2. User-facing quality allocation. The main quality outcome is the average external quality of the visibility allocated by the ranking rule, using position-weighted exposure rather than raw impressions. This will primarily be defined as the average (unweighted) quality of posts in the Top 3 positions sent to users. For these Top 3 exposure measures, an opportunity is a Graze Trending News feed request while the post is eligible. The inference unit is each post entry cohort: we will compute the quality-allocation metric for each design x cohort, then compare designs across cohorts (properly accounting for how world averaging affects variance of the estimate). We average across worlds within each design.
3. Within-quality variance in post visibility. This measures how differently similarly high-quality posts are treated by the ranking rule. We will bin posts into quality quantiles and measure the variance in exposure among posts in each quantile. The primary exposure measure is the fraction of Graze Trending News feed requests while eligible in which a post appears in the Top 3, with a secondary measure on the number of impressions. Same as user-facing quality allocation, the inference unit is the post-entry cohort, and we will average across the 3 worlds within a design before comparing designs across cohorts.
4. Outlet concentration. The main concentration outcome is the Gini coefficient of outlet exposure shares among outlets with at least one eligible post in a given design x world x post-entry cohort. Outlet exposure is defined using the same Top 3 opportunity-based exposure measure as above, averaged across all posts from the outlet in that cohort. The inferential unit is the post-entry cohort: we compute the Gini coefficient separately for each design x cohort, and then compare designs across cohorts. We average across worlds within each design.

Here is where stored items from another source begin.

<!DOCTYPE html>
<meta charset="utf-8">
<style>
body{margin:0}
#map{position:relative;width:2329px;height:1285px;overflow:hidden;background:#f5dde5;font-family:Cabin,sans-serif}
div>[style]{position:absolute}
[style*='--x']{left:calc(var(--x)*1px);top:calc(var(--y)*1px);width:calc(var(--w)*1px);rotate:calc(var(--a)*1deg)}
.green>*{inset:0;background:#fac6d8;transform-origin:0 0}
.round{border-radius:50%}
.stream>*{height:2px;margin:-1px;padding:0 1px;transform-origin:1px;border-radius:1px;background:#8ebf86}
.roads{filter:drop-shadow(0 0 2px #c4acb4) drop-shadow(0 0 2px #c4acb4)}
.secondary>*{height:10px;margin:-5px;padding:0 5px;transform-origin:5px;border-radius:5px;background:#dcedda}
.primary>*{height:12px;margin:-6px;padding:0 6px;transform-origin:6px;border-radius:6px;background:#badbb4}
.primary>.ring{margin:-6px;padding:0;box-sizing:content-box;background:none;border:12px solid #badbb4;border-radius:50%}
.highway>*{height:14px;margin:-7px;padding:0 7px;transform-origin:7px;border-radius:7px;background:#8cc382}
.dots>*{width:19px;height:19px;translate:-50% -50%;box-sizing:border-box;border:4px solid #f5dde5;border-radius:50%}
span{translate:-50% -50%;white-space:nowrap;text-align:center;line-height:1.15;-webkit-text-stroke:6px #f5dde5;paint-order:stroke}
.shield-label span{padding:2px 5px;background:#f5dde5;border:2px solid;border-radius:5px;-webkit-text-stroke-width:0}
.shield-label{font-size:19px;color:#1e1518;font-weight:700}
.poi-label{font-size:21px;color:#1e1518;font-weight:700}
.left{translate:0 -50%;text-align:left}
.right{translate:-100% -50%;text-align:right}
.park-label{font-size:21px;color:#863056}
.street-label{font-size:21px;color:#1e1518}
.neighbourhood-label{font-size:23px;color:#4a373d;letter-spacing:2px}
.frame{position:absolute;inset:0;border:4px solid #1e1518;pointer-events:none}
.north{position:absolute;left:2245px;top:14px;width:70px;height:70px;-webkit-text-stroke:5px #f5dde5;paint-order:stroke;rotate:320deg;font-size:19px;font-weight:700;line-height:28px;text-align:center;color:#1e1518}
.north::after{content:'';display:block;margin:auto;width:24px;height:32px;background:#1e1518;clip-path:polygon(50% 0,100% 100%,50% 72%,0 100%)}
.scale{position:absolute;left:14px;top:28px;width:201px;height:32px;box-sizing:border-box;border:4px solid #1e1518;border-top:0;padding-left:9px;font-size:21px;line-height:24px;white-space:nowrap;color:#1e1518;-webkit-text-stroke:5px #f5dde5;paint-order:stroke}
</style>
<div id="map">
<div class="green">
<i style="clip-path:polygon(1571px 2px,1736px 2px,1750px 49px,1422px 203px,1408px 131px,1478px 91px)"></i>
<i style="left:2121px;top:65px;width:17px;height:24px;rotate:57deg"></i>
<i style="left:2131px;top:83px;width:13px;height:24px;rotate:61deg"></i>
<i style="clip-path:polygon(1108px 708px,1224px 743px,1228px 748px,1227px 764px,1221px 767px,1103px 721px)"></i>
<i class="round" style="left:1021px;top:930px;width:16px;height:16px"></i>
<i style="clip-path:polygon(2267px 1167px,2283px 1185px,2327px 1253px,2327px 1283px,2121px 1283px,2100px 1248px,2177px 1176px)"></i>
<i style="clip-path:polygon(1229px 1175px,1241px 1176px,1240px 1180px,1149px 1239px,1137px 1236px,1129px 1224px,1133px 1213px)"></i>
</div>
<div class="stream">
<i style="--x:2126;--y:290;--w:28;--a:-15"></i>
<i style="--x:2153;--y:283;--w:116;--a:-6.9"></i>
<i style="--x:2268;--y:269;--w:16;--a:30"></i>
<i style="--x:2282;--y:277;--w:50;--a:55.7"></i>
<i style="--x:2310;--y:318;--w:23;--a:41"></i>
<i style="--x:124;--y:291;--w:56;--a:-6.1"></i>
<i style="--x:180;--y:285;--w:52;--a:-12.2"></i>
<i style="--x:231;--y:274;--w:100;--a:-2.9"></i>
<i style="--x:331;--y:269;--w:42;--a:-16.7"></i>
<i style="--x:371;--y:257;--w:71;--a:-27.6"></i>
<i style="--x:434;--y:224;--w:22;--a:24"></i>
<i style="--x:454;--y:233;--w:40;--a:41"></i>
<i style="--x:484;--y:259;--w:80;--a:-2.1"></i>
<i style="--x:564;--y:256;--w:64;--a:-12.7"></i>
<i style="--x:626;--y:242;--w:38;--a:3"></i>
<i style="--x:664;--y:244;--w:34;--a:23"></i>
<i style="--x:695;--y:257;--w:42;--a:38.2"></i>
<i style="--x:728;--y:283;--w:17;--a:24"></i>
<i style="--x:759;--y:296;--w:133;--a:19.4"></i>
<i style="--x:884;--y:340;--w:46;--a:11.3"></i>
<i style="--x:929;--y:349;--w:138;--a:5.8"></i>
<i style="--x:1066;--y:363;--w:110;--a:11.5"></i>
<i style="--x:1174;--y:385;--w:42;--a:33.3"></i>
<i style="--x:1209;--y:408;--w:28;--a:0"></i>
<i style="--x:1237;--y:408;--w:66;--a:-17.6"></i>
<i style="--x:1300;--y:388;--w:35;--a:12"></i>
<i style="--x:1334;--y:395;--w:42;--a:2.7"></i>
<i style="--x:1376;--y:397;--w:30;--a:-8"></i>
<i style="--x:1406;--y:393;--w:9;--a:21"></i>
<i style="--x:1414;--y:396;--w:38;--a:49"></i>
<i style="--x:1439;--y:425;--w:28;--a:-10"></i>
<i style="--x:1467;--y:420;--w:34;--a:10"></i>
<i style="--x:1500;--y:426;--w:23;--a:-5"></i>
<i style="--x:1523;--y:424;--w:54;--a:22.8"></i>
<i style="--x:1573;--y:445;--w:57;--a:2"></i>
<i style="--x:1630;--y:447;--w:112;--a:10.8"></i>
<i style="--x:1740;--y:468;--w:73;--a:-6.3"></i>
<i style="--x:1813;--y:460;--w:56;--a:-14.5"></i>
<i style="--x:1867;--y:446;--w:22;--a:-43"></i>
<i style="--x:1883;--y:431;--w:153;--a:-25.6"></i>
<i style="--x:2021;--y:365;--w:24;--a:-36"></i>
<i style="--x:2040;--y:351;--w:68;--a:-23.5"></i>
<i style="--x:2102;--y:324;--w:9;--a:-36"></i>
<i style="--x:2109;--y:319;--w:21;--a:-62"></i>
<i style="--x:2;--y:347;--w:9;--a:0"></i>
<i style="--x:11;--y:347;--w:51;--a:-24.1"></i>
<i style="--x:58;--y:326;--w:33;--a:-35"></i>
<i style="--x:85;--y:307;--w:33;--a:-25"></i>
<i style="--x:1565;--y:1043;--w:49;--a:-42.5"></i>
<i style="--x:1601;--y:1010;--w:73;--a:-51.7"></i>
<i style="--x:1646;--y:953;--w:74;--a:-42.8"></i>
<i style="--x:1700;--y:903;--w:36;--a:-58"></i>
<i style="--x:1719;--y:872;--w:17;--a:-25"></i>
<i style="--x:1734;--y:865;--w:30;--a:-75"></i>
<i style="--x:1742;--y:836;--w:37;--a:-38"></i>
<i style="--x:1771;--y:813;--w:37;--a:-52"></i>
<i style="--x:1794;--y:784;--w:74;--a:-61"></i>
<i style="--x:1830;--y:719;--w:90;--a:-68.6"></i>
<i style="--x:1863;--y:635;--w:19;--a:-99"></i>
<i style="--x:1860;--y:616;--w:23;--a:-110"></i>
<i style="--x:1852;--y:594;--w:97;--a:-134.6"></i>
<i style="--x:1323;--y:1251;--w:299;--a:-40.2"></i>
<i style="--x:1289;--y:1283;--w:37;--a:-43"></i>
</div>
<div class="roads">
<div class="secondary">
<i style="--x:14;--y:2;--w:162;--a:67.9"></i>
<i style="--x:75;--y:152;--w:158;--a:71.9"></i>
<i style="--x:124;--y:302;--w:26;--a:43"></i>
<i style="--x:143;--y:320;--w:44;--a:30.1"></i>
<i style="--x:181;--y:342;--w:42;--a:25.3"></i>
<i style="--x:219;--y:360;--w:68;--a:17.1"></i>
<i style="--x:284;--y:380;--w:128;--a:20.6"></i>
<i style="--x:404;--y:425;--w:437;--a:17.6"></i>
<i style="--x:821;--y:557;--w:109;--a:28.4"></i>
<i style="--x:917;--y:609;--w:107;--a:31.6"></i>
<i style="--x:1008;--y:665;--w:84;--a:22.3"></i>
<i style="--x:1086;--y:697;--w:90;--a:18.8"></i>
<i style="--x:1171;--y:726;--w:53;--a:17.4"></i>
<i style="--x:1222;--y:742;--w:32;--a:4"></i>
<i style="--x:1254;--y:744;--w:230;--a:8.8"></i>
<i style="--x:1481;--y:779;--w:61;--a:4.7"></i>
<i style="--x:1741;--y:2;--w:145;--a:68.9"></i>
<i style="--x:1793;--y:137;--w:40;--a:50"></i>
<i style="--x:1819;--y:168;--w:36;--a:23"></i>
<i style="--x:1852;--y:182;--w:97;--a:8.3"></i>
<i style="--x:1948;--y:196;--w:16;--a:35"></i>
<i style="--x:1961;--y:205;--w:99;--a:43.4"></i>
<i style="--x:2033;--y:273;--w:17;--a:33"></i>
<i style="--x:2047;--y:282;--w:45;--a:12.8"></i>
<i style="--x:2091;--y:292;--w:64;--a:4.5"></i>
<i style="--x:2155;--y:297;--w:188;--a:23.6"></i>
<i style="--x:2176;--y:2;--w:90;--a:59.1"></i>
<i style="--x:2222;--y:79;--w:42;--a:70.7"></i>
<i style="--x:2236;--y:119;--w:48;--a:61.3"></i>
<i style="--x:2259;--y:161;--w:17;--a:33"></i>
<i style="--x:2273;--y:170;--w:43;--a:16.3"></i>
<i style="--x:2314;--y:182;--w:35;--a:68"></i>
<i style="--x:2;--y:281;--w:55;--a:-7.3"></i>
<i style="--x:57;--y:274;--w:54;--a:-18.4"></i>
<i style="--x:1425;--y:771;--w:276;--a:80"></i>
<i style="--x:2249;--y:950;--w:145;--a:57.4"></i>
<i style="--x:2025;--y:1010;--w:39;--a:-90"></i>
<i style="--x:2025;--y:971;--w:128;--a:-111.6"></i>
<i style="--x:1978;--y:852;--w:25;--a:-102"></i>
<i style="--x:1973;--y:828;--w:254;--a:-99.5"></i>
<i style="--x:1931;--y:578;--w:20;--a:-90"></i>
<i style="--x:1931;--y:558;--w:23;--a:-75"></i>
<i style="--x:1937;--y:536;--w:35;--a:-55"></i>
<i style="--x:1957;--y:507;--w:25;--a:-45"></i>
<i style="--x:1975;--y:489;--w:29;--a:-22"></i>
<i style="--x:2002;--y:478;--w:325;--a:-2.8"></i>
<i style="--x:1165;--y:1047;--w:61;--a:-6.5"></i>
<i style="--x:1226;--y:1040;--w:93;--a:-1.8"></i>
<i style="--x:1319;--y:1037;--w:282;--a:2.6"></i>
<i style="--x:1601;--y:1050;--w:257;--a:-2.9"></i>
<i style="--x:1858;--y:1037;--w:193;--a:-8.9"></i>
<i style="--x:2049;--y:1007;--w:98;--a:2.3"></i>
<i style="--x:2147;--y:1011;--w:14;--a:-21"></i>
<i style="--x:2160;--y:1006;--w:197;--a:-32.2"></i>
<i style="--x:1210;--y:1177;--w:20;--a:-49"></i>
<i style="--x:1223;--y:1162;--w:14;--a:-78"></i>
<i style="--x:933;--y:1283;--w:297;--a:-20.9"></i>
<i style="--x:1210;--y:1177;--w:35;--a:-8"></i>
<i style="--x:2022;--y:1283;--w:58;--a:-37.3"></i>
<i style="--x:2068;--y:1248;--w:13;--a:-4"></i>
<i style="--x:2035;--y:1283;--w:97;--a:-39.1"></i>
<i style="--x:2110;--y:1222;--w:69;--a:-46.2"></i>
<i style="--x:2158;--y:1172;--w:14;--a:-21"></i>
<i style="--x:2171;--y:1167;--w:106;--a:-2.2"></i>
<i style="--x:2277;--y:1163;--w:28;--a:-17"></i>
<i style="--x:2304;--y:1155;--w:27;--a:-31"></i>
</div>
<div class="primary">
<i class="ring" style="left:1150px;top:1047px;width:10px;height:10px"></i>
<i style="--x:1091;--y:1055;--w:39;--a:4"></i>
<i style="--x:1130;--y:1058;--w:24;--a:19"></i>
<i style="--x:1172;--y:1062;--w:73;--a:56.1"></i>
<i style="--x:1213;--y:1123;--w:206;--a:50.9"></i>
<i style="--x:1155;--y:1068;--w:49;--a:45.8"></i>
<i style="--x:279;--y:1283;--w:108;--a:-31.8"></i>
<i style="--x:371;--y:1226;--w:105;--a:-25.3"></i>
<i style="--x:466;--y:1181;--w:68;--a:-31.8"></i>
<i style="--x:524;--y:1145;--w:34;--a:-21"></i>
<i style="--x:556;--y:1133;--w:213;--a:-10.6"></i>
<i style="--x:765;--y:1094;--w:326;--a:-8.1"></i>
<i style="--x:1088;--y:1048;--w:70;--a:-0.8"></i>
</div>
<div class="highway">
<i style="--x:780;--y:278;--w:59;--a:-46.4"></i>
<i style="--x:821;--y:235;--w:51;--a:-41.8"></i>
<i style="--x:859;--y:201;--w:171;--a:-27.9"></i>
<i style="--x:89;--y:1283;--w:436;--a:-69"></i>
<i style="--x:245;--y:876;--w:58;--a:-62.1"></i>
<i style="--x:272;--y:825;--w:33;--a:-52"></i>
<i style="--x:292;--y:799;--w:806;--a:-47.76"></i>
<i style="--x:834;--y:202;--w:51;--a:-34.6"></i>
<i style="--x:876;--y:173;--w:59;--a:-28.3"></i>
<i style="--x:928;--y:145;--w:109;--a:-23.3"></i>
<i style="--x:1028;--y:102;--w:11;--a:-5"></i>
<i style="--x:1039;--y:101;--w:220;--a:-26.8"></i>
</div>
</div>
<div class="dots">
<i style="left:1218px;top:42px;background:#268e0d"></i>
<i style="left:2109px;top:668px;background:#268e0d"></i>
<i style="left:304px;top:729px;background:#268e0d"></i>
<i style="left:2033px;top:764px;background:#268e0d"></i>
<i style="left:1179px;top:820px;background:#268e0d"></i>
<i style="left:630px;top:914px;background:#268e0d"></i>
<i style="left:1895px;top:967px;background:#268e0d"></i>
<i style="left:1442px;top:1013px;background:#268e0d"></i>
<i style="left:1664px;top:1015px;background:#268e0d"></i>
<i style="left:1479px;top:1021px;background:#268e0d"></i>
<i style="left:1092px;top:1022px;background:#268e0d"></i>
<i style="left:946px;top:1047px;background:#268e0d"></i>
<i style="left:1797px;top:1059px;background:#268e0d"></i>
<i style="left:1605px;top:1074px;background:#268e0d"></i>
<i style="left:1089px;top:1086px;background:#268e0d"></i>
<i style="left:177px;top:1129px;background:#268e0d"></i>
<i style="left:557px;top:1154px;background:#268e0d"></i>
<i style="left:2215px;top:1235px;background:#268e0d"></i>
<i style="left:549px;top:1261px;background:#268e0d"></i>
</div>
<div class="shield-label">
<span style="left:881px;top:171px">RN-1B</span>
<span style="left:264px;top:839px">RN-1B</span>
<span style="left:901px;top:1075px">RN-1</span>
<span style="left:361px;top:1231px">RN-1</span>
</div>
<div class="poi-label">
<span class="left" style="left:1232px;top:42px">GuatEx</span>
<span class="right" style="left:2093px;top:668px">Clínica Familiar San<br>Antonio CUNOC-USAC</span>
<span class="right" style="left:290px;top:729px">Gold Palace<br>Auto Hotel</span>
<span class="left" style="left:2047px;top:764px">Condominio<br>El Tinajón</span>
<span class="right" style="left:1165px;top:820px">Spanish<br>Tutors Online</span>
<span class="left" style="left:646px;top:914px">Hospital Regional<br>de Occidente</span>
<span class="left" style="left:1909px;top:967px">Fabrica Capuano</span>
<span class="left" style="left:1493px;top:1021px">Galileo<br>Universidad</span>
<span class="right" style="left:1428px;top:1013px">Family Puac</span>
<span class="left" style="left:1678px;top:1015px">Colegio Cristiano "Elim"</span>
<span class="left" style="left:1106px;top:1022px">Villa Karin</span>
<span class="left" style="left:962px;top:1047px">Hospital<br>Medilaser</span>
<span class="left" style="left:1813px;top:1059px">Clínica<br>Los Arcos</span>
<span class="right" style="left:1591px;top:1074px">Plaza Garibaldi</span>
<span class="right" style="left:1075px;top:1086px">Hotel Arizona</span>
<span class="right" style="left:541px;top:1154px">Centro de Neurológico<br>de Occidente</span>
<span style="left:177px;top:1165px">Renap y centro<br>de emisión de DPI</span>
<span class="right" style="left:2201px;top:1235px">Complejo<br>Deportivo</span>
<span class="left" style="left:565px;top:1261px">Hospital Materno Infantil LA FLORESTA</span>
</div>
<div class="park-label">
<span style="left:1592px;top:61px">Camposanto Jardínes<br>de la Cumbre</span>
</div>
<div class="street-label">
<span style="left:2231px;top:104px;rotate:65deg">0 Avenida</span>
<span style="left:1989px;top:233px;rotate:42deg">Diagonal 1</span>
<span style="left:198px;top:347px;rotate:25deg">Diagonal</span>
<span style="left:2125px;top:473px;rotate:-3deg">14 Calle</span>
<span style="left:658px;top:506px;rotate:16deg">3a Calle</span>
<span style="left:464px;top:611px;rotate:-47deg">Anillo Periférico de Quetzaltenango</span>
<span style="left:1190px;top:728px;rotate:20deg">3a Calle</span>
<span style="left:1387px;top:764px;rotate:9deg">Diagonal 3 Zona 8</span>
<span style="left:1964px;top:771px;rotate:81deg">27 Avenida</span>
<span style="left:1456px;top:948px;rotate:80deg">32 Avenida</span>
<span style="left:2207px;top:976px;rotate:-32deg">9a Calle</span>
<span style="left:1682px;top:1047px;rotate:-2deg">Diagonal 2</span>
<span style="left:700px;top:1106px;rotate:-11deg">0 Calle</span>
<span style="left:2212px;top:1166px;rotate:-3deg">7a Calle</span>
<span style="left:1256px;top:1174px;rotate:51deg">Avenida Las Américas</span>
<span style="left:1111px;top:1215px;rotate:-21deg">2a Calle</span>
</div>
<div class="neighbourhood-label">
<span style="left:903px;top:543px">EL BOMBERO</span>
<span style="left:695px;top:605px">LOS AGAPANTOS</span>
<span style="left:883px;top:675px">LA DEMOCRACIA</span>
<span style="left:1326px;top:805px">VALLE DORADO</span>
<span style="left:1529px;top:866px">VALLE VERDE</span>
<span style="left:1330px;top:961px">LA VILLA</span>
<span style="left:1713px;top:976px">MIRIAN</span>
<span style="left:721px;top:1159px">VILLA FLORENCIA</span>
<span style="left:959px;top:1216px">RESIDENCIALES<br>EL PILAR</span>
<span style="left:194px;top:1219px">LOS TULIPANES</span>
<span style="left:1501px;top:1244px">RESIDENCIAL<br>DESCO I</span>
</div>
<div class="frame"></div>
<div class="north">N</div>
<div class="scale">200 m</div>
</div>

5. Cross-world unpredictability. This measures how much item-level market shares diverge across the three parallel worlds within a design. This is defined as the average pairwise absolute difference in item-level market shares across the three worlds within a design. Here, the inference unit is the post-entry cohort; for each design x cohort, we will compute the average pairwise divergence across the 3 worlds for each post, then average across posts within the cohort, and then compare designs across cohorts.